--- START ---

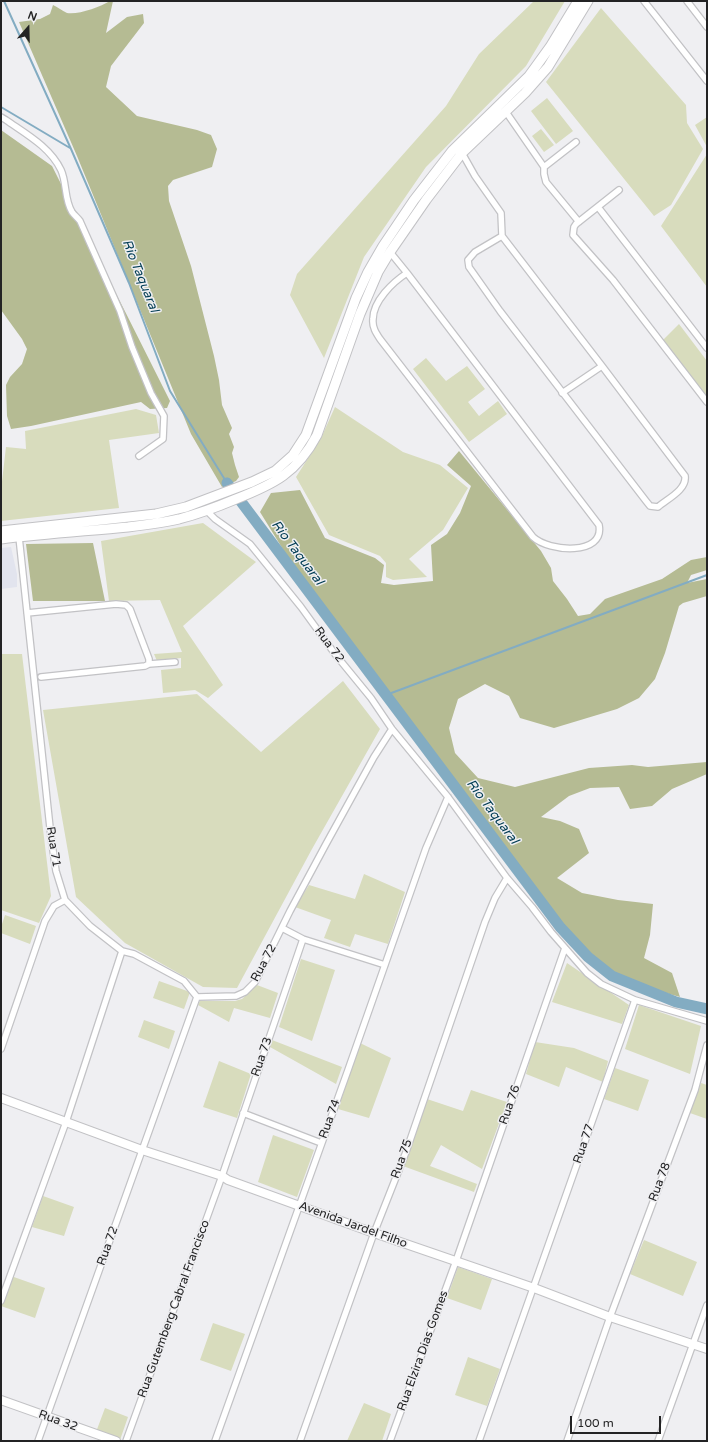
<!DOCTYPE html>
<style>
body{margin:0}
#map{position:relative;width:708px;height:1442px;overflow:hidden;background:#efeff2;font-family:"Varela Round",sans-serif}
canvas{display:block}
.frame{position:absolute;inset:0;border:2px solid #232324;pointer-events:none}
.north{position:absolute;left:8px;top:8px;width:40px;height:40px;-webkit-text-stroke:3px #efeff2;paint-order:stroke;rotate:20deg;font-size:11px;font-weight:700;line-height:16px;text-align:center;color:#232324}
.north::after{content:'';display:block;margin:auto;width:14px;height:18px;background:#232324;clip-path:polygon(50% 0,100% 100%,50% 72%,0 100%)}
.scale{position:absolute;left:570px;top:1416px;width:91px;height:18px;box-sizing:border-box;border:2px solid #232324;border-top:0;padding-left:5px;font-size:12px;line-height:14px;white-space:nowrap;color:#232324;-webkit-text-stroke:3px #efeff2;paint-order:stroke}
</style>
<div id="map">
<canvas width="708" height="1442"></canvas>
<div class="frame"></div>
<div class="north">N</div>
<div class="scale">100 m</div>
</div>
<script>
const g = document.querySelector('canvas').getContext('2d');
g.lineJoin = 'round';
function fillPath(path, color) {
  g.fillStyle = color;
  g.fill(path, 'evenodd');
}
function trace(path, color, width, dash) {
  g.strokeStyle = color;
  g.lineWidth = width;
  g.lineCap = dash ? 'butt' : 'round';
  g.setLineDash(dash || []);
  g.stroke(path);
}
function write(font, color, halo, rows, align = 'center') {
  g.font = font + ' "Varela Round",sans-serif';
  g.lineWidth = 3;
  g.setLineDash([]);
  g.textBaseline = 'middle';
  g.strokeStyle = halo;
  g.fillStyle = color;
  for (const [text, x, y, turn = 0] of rows) {
    g.save();
    g.translate(x, y);
    g.rotate((+turn || 0) * Math.PI / 180);
    g.textAlign = isNaN(turn) ? turn : align;
    if (halo) g.strokeText(text, 0, 0);
    g.fillText(text, 0, 0);
    g.restore();
  }
}
fillPath(new Path2D(`
 M11,547L17,574V587L1,589V548Z`), '#e2e4ee');
fillPath(new Path2D(`
 M534,1H565L526,66L426,167L364,257L324,358L290,295L297,274L446,106L479,54Z
 M601,8L686,105L687,123L703,149L671,205L654,216L546,82Z
 M547,98L573,131L556,144L531,111Z
 M707,117V147L695,125Z
 M541,129L554,145L544,152L532,136Z
 M707,154V287L661,226Z
 M679,324L707,361V397L663,340Z
 M426,358L446,381L467,366L485,389L468,402L479,416L498,401L507,414L469,442L413,369Z
 M335,407L403,452L440,465L468,488L443,530L409,559L427,577L393,580L386,577V563L380,556L329,535L296,477L321,438Z
 M136,409L156,415L159,433L109,440L119,508L1,521V490L6,447L26,449L25,431Z
 M203,523L256,562L183,626L223,685L208,698L195,690L163,693L161,670L181,668V658L157,661L154,654L182,652L160,600L109,601L101,541Z
 M1,654H22L51,896L39,923L1,910Z
 M343,681L380,729L312,849L237,988L203,987L125,943L76,897L43,710L197,694L261,752Z
 M364,874L405,892L388,944L355,934L350,947L324,938L331,920L295,907L309,885L355,899Z
 M5,915L36,926L30,944L1,933V927Z
 M301,959L335,970L312,1041L279,1027Z
 M567,963L629,1005L622,1024L552,1002Z
 M159,981L190,992L184,1009L153,998Z
 M257,985L278,993L270,1018L234,1008L229,1022L198,1005L200,1001H235L242,999Z
 M639,1005L701,1026L690,1074L625,1049Z
 M144,1020L175,1031L169,1049L138,1037Z
 M272,1040L342,1067L336,1084L270,1047Z
 M535,1042L574,1048L608,1061L603,1082L566,1067L559,1087L526,1074Z
 M360,1043L391,1058L369,1118L338,1109Z
 M219,1061L251,1074L237,1118L203,1107Z
 M615,1068L649,1080L638,1111L604,1099Z
 M701,1083L707,1085V1119L690,1113Z
 M471,1090L507,1102L482,1169L441,1145L430,1166L477,1184L474,1192L403,1166L427,1099L463,1111Z
 M273,1135L314,1150L297,1197L258,1182Z
 M43,1196L74,1207L64,1236L32,1227Z
 M644,1240L697,1262L683,1296L630,1274Z
 M458,1267L492,1279L481,1310L447,1298Z
 M11,1276L45,1288L35,1318L1,1306Z
 M213,1323L245,1334L231,1371L200,1360Z
 M468,1357L500,1369L487,1406L455,1395Z
 M364,1403L391,1414L382,1441H347Z
 M105,1408L128,1417L120,1440L96,1432Z`), '#d8dcbd');
fillPath(new Path2D(`
 M110,1H113L106,33L127,17L143,14L144,23L111,66L106,87L137,116L197,130L211,135L217,149L212,167L173,180L168,186L169,201L191,266L214,356L219,380L222,405L232,428L229,434L234,447L232,453L235,465L239,477L236,481L222,487L191,434L77,156L19,22L40,19L50,14L53,5C57,7 63,11 67,13C78,15 100,7 110,1Z
 M1,130L52,166L170,401L167,408L150,409L141,402L31,426L11,429L7,416L6,385L10,377L22,364L27,349L22,339L1,310Z
 M459,451L541,551L551,568L553,581L567,599L578,616L590,614L605,599L662,579L691,560L707,557V570L691,575L687,583L707,579V596L683,603L679,606L665,653L655,679L639,698L617,709L554,728L520,718L509,696L485,684L458,699L449,728L455,753L478,778L515,787L589,768L632,765L648,767L707,762V774L672,789L652,806L630,809L619,787L590,788L569,796L541,817L560,821L579,829L589,853L557,878L582,893L618,900L653,904L650,935L644,958L672,973L680,997L655,990L613,973L588,955L405,722L374,681L337,624L295,569L260,512L271,493L300,490L325,538L375,558L384,565L381,583L394,585L433,581L431,545L447,534L460,513L471,486L447,465Z
 M93,543L105,601H33L26,544Z`), '#b5bb93');
trace(new Path2D(`
 M4,1L71,149L129,283L170,391L227,483
 M1,107L70,148
 M386,695L707,575`), '#83acc2', 2);
trace(new Path2D(`
 M227,483L560,927L588,957L612,976L676,1002L707,1009`), '#83acc2', 11);
const street = new Path2D(`
 M644,1L707,81
 M687,1L707,27
 M506,112L544,167V174L546,182L579,222
 M1,117L6,120C26,134 50,147 61,170C67,183 64,199 72,212C74,215 78,218 80,221L120,311L132,347L151,393L164,416L163,439L139,456
 M462,153L475,176L501,213L502,236L602,366L685,476C687,490 667,499 658,507L650,506L646,501L500,311L469,267L468,260L475,252L502,236
 M544,167L576,142
 M619,190L576,224L574,227L573,235L613,280L707,402
 M598,207L707,348
 M390,252L407,273L599,525C605,556 549,552 533,537L380,339C376,333 372,327 373,319C373,301 393,282 407,273
 M562,393L602,366
 M207,511L215,519L250,544L301,607L335,654L371,698L392,729L448,797L507,878L532,907L551,932L587,973L601,984L635,1000L707,1021
 M19,537L51,837L56,871L65,900L90,926L122,951L134,954L184,981L197,997
 M27,613L116,604L126,605L130,609L149,659V664L145,666L41,677
 M149,664L175,662
 M282,928L303,939L385,965
 M197,997L236,996L245,992L255,982L290,911L326,844L374,757L392,729
 M1,1049L45,921L54,906L65,900
 M243,1113L321,1143
 M1,1301L66,1122L122,951
 M38,1441L197,997
 M126,1441L222,1176L303,939
 M215,1441L348,1070L426,848L448,797
 M300,1441L374,1233L406,1152L485,922L495,898L507,878
 M390,1441L456,1261L565,948
 M479,1441L635,1000
 M567,1441L610,1317L695,1090L707,1045
 M658,1441L707,1305`);
const secondary = new Path2D(`
 M1,1098L142,1150L222,1176L228,1180L374,1233L534,1288L610,1317L707,1349
 M1,1400L116,1441`);
const primary = new Path2D(`
 M1,531L156,514L186,507L252,482L275,471L293,455L306,435L356,298L368,272L383,246L414,200L452,151L529,76L550,47L578,1
 M1,539C43,534 86,531 128,527C145,525 162,523 179,519C198,514 217,507 236,499C274,484 297,473 317,435L360,314L378,272L390,252L426,200L462,153L525,93L548,67L588,1`);
trace(street, '#c2c2c5', 8);
trace(secondary, '#c2c2c5', 10);
trace(primary, '#c2c2c5', 11);
trace(street, '#fff', 5.5);
trace(secondary, '#fff', 8);
trace(primary, '#fff', 9);
write('12px', '#232324', '#efeff2', [
 ["Rua 72",329,645,53],
 ["Rua 71",53,847,81],
 ["Rua 72",264,963,-62],
 ["Rua 73",262,1057,-71],
 ["Rua 76",510,1105,-71],
 ["Rua 74",330,1119,-70],
 ["Rua 77",584,1144,-71],
 ["Rua 75",402,1159,-70],
 ["Rua 78",660,1182,-69],
 ["Avenida Jardel Filho",353,1225,20],
 ["Rua 72",108,1246,-70],
 ["Rua Gutemberg Cabral Francisco",174,1309,-70],
 ["Rua Elzira Dias Gomes",423,1351,-70],
 ["Rua 32",58,1421,20]
]);
write('italic 13px', '#013c53', '#efeff2', [
 ["Rio Taquaral",140,276,68],
 ["Rio Taquaral",297,553,53],
 ["Rio Taquaral",492,812,53]
]);
</script>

--- END ---

* **PROBLEM TO WORK ON**
Take the stretch of lines above from the one containing "g.lineWidth = width;" through the one containing "M601,8L686,105L687,123L703,149L671,205L654,216L546,82Z" and repeat it exactly, adding no other line.

* **PROBLEM SOLUTION**
  g.lineWidth = width;
  g.lineCap = dash ? 'butt' : 'round';
  g.setLineDash(dash || []);
  g.stroke(path);
}
function write(font, color, halo, rows, align = 'center') {
  g.font = font + ' "Varela Round",sans-serif';
  g.lineWidth = 3;
  g.setLineDash([]);
  g.textBaseline = 'middle';
  g.strokeStyle = halo;
  g.fillStyle = color;
  for (const [text, x, y, turn = 0] of rows) {
    g.save();
    g.translate(x, y);
    g.rotate((+turn || 0) * Math.PI / 180);
    g.textAlign = isNaN(turn) ? turn : align;
    if (halo) g.strokeText(text, 0, 0);
    g.fillText(text, 0, 0);
    g.restore();
  }
}
fillPath(new Path2D(`
 M11,547L17,574V587L1,589V548Z`), '#e2e4ee');
fillPath(new Path2D(`
 M534,1H565L526,66L426,167L364,257L324,358L290,295L297,274L446,106L479,54Z
 M601,8L686,105L687,123L703,149L671,205L654,216L546,82Z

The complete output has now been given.